Today featuring Michael's second site - the fun page of the communication company Orange. Orange has a site made up specially to illustrate its tagline - Good things should never end!

It is a flash animation, so it will take a while to load up - but the bees ferrying honey from hive to jar are pretty cute to watch in the interim :) Once it is loaded, it is quite literally, an endless page, repeating whimsical animations, some with a shareable code, some without. (See below for three examples - you can click and play in them!) It is fun to explore initially, scrolling down to see what else is there...

You do have to be careful about scrolling - better use the keyboard arrows else you will find yourself sliding down more rapidly than planned! Not that it matters, because after a while you begin to see repetitions, or slight variations thereof, and don't really bother to visit the end of the page at all. So you could just as easily start off in the middle and not lose out anything :)

Each animation generally has its own sounds which remain as long as it is visible. Some are interactive, others just show repetitive movement (not included in these examples here). It is a dream page for the little someone who will insist on using the computer "all on my own, mamma" - endless scrolling and clicking! But kids also are quite likely to get totally bored by the absence of new things to see after a few tries.

There are a few games which involve guessing which word - relating to, say a place, or a transport, is in the 'mind' of a character. Some more in which you hold nonsensical conversations with an 'artificial intelligence'. Both kinds are good for tweens who are able to appreciate this kind of humour. And then there is an ice-cream game, which is different enough from others of its ilk for me to tell you about it. There are three components to the ice-cream, of which you can hold two at a time, ie they will not change when you click the ice-cream man. If you don't 'hold', they will all change, randomly, much in the nature of those lottery machines. So the trick is to hold two, and keep changing the third till you like it, and then repeat the process with the others. Kind of cumbersome, but not really once you get the hang of it.

The url -

P.S. Yes, I have been pretty much annoyed by the phone today which just is not stopping its ringing - you can make out, can't you?

P.P.S. Which sounds are the most irritating for you? Just curious!

Monday, October 13, 2008

Have fun! Find Faces in places***

No words required!

I am privileged to feature the first guest suggestion on this blog today! Michael Balmaceda (thanks!) has these two great sites for kids of any age - and I mean any! To keep things simple in the post title, I am featuring them separately.
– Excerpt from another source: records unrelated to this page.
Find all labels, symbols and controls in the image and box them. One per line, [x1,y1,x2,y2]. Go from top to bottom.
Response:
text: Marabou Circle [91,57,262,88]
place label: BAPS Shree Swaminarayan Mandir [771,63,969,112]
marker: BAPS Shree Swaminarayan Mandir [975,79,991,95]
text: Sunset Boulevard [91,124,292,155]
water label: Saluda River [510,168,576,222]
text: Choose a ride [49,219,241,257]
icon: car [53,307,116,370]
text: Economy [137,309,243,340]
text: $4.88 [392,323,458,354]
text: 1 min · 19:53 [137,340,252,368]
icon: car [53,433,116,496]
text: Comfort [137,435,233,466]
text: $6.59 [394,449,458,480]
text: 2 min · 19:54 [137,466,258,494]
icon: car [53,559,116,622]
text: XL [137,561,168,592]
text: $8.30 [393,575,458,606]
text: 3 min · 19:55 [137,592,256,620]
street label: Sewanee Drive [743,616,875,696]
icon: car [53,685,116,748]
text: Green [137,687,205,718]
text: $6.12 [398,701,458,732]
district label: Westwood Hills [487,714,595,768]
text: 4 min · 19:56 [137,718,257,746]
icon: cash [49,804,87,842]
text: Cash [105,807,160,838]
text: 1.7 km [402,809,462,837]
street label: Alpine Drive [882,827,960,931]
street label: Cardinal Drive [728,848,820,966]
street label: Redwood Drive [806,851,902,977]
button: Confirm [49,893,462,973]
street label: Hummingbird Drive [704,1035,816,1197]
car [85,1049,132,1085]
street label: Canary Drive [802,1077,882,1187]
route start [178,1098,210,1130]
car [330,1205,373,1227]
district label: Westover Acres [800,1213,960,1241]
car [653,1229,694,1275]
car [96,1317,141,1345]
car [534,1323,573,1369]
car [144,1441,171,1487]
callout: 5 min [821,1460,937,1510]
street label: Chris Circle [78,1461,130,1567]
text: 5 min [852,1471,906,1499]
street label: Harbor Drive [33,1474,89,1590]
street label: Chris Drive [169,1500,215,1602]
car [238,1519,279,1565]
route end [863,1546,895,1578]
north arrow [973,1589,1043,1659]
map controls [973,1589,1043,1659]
The first find is this imaginative blog called Faces in Places. A true collective effort, this showcases photographs of objects or object collections that resemble faces. Go through the archives with your children, and have fun imagining what that face is saying, or trying to see who is it among your acquaintances who has a face like that. Little ones get fascinated just by the positioning of 'eyes' and 'mouth', and whether there is a nose or not. Plus, it fosters imagination offline as well - encourage them to look for faces in all places, and who knows what you will find? Open your eyes to something new today, a new way of looking at things, a new way of finding smileys :)

If you have a photo that fits, upload it to the faces in places flickr group or contact the blog owner via her flickr account - links on the blog.

The url -

P.S. I am not quite able to figure out if it is Jody or Amy who is blogging, but it is one of them from the old travel blog of theirs they have linked to.

P.P.S. Please do not copy any of these photographs without contacting the owner of the photo for permission.

Liam's pictures from old books. And Baby tv****

Its been so long since I started this post that I have forgotten what I intended saying! Plus, I am distracted by the same reasons that have been keeping me away lately. So, I am going to make this short and simple with this beautiful link for illustrations from old books for adults, not children! Liam Quin of Canada scans drawings and illustrations from books which are in public domain. You could use them as free clipart, or simply visit the site for the pleasure of looking at these drawings.

There is a fierce debate regarding the advantages and disadvantages of tv programs for babies as young as three months. The proponents claim that the programs are so designed as to encourage the babies to observe and learn. The opponents believe that the act of watching the tv goes against what babies have been doing for countless centuries, and what they are programmed to do: explore the real world around them. I take no sides at this time. We don't own a tv set, but not for this reason - simply because we never felt the need to buy one. So, today's featured site doesn't come as an endorsement of 'baby' tv - it is simply another good site for children! Neither is this an indictment, for I rather think that some of the programs are quite useful for infants/toddlers.

Baby tv is a UK based network focusing totally on very young children. The website mentions copyright Elite Sports, but I am not sure about the manner in which the two are related.

The games page is attractively laid out in bright colours, with an intuitive interphase and voice overs. Click on any egg to get to the games related to that show/character. The entire game section is flash based, so initial loading may be a bit slow. However, the tortoise/turtle playing peek-a-boo keeps kids entertained. If you need to go back to the main game page, use the back tab in the game rather than your browser's.

The games are simple and easy with bold, clear illustrations, focusing on a child's problem solving ability for the most part. Computer skills required are mouse movement and clicking. The number of games is not large but sufficient. They do add new games now and then, but I haven't been there often enough to know the frequency. Here are three illustrations -

Some have a couple of levels, like the Baby game (the butterfly is called Baby) above. In the first level, children click on an animal which then fits into its silhouette, and the second requires children to choose the correct animal for the silhouette themselves.

The whosit whatsit game here starts off with only a bit of a figure showing, from which kids have to guess which figure it is. If they are unable to, a spotlight will roam over the hidden figure and finally reveal it fully.

There is of course, the ubiquitous matching game, but the one above is part jigsaw as well. Level 1 shows the complete picture, while level 2 requires kids to remember and logically figure out where the piece shown will fit.

The home page for games -

Please note that the old books is linked to Liam's pictures from old books, while his name is linked to his own page. Yes, he does a lot of things besides scanning old books :)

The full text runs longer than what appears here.